## What to produce
In the data below, which lines contain "fabs"? List them by copying each one.

## Data for processing
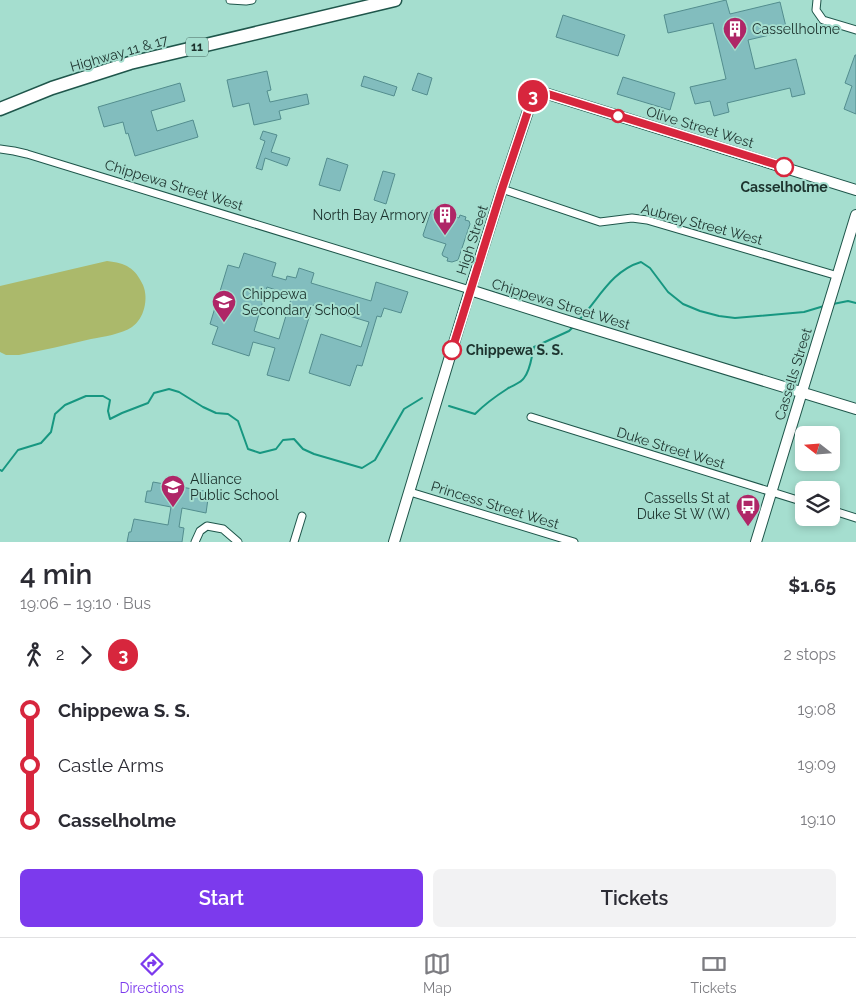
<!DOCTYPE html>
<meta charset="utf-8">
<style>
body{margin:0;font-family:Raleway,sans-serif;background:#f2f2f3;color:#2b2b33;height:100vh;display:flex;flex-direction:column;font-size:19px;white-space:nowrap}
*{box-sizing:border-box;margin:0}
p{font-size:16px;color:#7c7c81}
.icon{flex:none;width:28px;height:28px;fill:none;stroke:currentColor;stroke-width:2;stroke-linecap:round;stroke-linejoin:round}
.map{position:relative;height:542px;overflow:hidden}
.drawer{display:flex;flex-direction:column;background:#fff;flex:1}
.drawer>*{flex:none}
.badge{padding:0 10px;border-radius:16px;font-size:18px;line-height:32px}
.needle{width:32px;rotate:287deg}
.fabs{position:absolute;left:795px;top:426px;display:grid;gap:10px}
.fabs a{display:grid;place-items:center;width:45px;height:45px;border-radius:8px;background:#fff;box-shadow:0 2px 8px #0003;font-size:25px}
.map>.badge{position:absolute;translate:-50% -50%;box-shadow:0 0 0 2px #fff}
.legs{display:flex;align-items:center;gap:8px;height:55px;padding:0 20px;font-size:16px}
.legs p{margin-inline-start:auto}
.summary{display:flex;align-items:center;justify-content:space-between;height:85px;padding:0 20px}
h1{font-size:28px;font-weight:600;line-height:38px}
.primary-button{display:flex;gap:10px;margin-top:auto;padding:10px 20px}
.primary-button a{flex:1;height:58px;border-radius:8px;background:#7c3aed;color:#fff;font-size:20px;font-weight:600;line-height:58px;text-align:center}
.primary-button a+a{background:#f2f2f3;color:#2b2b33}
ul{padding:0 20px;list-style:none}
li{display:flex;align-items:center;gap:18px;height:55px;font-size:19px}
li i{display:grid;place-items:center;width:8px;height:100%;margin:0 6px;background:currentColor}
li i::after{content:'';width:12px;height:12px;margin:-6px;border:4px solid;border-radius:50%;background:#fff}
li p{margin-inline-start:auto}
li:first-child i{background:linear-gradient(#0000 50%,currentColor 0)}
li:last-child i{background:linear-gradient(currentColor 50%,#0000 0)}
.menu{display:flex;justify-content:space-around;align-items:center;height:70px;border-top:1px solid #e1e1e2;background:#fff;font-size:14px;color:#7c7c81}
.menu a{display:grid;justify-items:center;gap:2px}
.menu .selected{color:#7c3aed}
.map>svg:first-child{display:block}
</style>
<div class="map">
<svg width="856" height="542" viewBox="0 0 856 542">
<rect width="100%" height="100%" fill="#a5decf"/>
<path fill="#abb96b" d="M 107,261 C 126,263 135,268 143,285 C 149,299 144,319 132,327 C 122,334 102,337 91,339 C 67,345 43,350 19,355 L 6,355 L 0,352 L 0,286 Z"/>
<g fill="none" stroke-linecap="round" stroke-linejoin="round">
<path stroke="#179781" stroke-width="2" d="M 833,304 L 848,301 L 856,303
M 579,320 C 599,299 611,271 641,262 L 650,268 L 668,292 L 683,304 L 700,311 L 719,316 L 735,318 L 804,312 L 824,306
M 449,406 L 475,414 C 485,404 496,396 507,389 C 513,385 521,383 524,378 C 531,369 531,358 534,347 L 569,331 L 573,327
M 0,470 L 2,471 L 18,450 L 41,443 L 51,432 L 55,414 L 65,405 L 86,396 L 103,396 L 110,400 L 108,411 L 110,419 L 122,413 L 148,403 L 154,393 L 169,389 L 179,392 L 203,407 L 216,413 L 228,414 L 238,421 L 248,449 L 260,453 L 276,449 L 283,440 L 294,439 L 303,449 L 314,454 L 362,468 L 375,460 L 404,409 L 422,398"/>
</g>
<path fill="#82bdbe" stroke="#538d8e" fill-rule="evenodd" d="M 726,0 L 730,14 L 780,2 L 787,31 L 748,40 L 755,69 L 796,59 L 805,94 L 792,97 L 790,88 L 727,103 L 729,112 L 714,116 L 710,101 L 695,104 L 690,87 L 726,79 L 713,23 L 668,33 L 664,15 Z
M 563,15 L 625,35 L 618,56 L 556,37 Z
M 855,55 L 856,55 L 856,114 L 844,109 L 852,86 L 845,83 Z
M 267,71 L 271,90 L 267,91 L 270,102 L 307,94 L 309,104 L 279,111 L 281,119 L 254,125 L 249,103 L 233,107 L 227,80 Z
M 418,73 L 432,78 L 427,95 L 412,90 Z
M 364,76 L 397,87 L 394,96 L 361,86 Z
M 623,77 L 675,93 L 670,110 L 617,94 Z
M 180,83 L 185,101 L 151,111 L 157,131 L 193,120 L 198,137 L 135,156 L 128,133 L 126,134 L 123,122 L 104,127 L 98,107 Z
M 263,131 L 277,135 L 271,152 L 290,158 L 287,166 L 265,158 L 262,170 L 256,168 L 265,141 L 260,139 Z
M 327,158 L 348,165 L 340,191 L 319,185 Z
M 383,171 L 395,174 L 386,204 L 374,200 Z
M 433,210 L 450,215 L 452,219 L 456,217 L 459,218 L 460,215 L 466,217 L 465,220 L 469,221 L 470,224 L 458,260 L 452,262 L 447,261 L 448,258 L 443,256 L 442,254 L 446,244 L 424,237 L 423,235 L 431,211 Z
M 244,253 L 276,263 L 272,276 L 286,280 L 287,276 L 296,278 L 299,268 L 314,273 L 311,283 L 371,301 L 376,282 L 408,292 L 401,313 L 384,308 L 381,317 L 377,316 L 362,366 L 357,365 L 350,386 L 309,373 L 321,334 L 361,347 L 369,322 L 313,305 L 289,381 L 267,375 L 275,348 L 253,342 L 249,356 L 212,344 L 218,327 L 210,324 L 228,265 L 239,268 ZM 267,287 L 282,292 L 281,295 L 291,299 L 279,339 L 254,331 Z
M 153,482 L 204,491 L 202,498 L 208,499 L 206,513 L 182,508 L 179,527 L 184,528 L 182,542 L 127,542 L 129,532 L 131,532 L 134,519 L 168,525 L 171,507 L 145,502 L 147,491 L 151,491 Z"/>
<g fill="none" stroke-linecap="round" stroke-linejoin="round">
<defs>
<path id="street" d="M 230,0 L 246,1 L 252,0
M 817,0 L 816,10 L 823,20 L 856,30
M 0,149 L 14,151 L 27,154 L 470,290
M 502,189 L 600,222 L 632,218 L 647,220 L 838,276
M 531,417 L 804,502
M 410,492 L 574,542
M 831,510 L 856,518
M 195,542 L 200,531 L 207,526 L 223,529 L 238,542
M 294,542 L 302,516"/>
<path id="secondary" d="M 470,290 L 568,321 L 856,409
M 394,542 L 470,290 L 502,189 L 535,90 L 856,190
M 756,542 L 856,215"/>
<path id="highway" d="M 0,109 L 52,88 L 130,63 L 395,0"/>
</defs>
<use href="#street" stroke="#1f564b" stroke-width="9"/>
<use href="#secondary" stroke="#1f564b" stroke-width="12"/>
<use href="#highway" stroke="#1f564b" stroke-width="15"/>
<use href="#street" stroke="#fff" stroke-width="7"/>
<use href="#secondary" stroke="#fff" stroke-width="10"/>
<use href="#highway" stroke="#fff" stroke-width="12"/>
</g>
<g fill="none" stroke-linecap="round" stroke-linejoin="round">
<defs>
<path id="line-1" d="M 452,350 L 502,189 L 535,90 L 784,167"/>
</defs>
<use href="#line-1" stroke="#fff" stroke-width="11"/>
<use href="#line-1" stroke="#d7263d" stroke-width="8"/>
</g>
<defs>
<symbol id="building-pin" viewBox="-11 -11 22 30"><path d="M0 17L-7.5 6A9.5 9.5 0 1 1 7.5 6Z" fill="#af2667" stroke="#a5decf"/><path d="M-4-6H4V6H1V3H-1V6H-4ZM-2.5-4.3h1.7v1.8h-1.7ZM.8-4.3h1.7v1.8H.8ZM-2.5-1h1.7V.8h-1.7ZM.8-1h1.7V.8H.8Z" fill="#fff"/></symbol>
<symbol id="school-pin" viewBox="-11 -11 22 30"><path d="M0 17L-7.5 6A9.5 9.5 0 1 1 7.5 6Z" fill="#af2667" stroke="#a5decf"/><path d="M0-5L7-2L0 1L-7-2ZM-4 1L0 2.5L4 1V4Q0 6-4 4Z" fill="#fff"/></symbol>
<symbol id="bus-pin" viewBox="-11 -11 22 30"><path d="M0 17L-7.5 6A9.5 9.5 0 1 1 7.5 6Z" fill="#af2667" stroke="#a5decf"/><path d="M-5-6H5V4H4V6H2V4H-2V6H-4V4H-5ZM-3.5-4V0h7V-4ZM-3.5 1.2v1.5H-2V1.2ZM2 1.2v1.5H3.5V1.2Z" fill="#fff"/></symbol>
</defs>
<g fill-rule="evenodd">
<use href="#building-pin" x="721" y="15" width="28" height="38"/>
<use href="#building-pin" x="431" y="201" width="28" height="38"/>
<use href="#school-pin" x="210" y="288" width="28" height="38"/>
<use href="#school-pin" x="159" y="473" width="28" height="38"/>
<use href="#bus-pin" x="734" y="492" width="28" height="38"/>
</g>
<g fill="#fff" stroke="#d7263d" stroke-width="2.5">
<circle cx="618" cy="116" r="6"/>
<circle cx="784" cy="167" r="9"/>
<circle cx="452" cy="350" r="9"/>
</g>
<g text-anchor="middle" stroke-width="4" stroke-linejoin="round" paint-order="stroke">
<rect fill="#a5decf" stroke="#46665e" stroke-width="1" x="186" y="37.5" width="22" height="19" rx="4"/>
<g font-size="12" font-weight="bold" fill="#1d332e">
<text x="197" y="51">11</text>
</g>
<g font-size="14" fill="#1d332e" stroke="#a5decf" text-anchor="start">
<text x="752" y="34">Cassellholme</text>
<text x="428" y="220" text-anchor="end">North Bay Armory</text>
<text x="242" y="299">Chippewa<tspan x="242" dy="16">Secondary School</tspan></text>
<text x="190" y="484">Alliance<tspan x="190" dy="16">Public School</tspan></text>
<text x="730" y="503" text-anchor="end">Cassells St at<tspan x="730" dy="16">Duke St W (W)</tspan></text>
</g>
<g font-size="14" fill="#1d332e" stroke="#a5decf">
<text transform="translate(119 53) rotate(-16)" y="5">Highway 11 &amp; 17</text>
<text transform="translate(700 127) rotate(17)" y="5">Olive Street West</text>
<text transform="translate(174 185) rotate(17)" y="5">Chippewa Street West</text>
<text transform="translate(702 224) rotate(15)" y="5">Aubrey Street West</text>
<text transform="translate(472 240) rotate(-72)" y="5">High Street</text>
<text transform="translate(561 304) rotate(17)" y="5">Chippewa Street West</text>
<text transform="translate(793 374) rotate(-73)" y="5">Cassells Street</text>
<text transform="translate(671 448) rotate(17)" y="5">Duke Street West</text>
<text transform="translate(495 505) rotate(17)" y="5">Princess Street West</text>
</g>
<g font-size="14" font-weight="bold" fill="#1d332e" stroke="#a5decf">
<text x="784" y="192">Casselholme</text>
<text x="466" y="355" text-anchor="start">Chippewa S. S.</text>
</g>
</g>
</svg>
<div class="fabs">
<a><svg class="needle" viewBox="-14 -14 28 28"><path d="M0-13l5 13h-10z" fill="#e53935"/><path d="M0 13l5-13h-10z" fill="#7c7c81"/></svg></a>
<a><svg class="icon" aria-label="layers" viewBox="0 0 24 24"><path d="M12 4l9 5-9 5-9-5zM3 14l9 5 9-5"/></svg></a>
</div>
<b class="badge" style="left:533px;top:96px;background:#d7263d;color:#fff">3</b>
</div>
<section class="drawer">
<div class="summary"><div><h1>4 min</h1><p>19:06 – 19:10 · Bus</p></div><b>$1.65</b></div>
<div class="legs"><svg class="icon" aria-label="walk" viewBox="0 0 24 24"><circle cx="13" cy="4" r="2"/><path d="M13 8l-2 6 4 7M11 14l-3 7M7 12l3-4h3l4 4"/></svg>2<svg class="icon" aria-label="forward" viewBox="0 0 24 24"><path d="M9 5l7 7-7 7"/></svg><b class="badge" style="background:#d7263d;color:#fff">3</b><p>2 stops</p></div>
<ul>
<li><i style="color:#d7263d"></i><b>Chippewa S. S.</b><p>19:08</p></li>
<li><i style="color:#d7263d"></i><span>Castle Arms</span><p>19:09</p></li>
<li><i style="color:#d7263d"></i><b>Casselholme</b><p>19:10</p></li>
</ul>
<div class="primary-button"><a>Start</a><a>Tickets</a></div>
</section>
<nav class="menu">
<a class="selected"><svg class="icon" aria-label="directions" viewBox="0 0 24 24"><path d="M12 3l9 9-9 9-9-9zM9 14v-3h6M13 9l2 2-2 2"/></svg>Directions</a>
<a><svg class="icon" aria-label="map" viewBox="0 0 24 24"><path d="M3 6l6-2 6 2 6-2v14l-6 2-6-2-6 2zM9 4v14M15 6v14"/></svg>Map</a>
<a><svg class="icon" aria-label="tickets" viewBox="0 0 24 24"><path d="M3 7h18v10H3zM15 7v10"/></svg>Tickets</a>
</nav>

## Written response
.fabs{position:absolute;left:795px;top:426px;display:grid;gap:10px}
.fabs a{display:grid;place-items:center;width:45px;height:45px;border-radius:8px;background:#fff;box-shadow:0 2px 8px #0003;font-size:25px}
<div class="fabs">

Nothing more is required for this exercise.